__Exercise aim__: Reproduce all the data, character for character.

__Data provided__:
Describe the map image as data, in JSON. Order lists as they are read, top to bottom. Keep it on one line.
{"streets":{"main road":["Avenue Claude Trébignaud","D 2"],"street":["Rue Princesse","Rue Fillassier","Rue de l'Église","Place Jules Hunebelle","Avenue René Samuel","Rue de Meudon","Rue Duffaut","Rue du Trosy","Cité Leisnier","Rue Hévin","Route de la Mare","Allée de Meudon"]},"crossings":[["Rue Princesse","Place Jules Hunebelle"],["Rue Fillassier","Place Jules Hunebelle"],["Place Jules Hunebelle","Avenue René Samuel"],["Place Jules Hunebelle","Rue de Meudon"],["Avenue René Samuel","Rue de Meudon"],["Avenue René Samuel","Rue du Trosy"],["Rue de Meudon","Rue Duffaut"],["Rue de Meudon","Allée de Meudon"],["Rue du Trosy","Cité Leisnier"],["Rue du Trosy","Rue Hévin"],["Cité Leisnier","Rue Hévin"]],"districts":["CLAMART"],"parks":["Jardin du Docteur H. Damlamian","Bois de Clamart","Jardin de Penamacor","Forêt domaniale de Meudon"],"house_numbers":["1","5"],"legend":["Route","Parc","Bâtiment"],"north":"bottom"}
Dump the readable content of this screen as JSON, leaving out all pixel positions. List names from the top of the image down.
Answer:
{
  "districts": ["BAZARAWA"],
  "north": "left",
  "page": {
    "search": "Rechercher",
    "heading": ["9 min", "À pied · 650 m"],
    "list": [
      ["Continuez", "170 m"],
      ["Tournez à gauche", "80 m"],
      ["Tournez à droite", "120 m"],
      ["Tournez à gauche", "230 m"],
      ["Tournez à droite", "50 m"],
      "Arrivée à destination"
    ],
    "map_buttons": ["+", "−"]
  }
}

__Task result__:
Describe the map image as data, in JSON. Order lists as they are read, top to bottom. Keep it on one line.
{"streets":{"main road":["Avenue Claude Trébignaud","D 2"],"street":["Rue Princesse","Rue Fillassier","Rue de l'Église","Place Jules Hunebelle","Avenue René Samuel","Rue de Meudon","Rue Duffaut","Rue du Trosy","Cité Leisnier","Rue Hévin","Route de la Mare","Allée de Meudon"]},"crossings":[["Rue Princesse","Place Jules Hunebelle"],["Rue Fillassier","Place Jules Hunebelle"],["Place Jules Hunebelle","Avenue René Samuel"],["Place Jules Hunebelle","Rue de Meudon"],["Avenue René Samuel","Rue de Meudon"],["Avenue René Samuel","Rue du Trosy"],["Rue de Meudon","Rue Duffaut"],["Rue de Meudon","Allée de Meudon"],["Rue du Trosy","Cité Leisnier"],["Rue du Trosy","Rue Hévin"],["Cité Leisnier","Rue Hévin"]],"districts":["CLAMART"],"parks":["Jardin du Docteur H. Damlamian","Bois de Clamart","Jardin de Penamacor","Forêt domaniale de Meudon"],"house_numbers":["1","5"],"legend":["Route","Parc","Bâtiment"],"north":"bottom"}
Dump the readable content of this screen as JSON, leaving out all pixel positions. List names from the top of the image down.
Answer:
{
  "districts": ["BAZARAWA"],
  "north": "left",
  "page": {
    "search": "Rechercher",
    "heading": ["9 min", "À pied · 650 m"],
    "list": [
      ["Continuez", "170 m"],
      ["Tournez à gauche", "80 m"],
      ["Tournez à droite", "120 m"],
      ["Tournez à gauche", "230 m"],
      ["Tournez à droite", "50 m"],
      "Arrivée à destination"
    ],
    "map_buttons": ["+", "−"]
  }
}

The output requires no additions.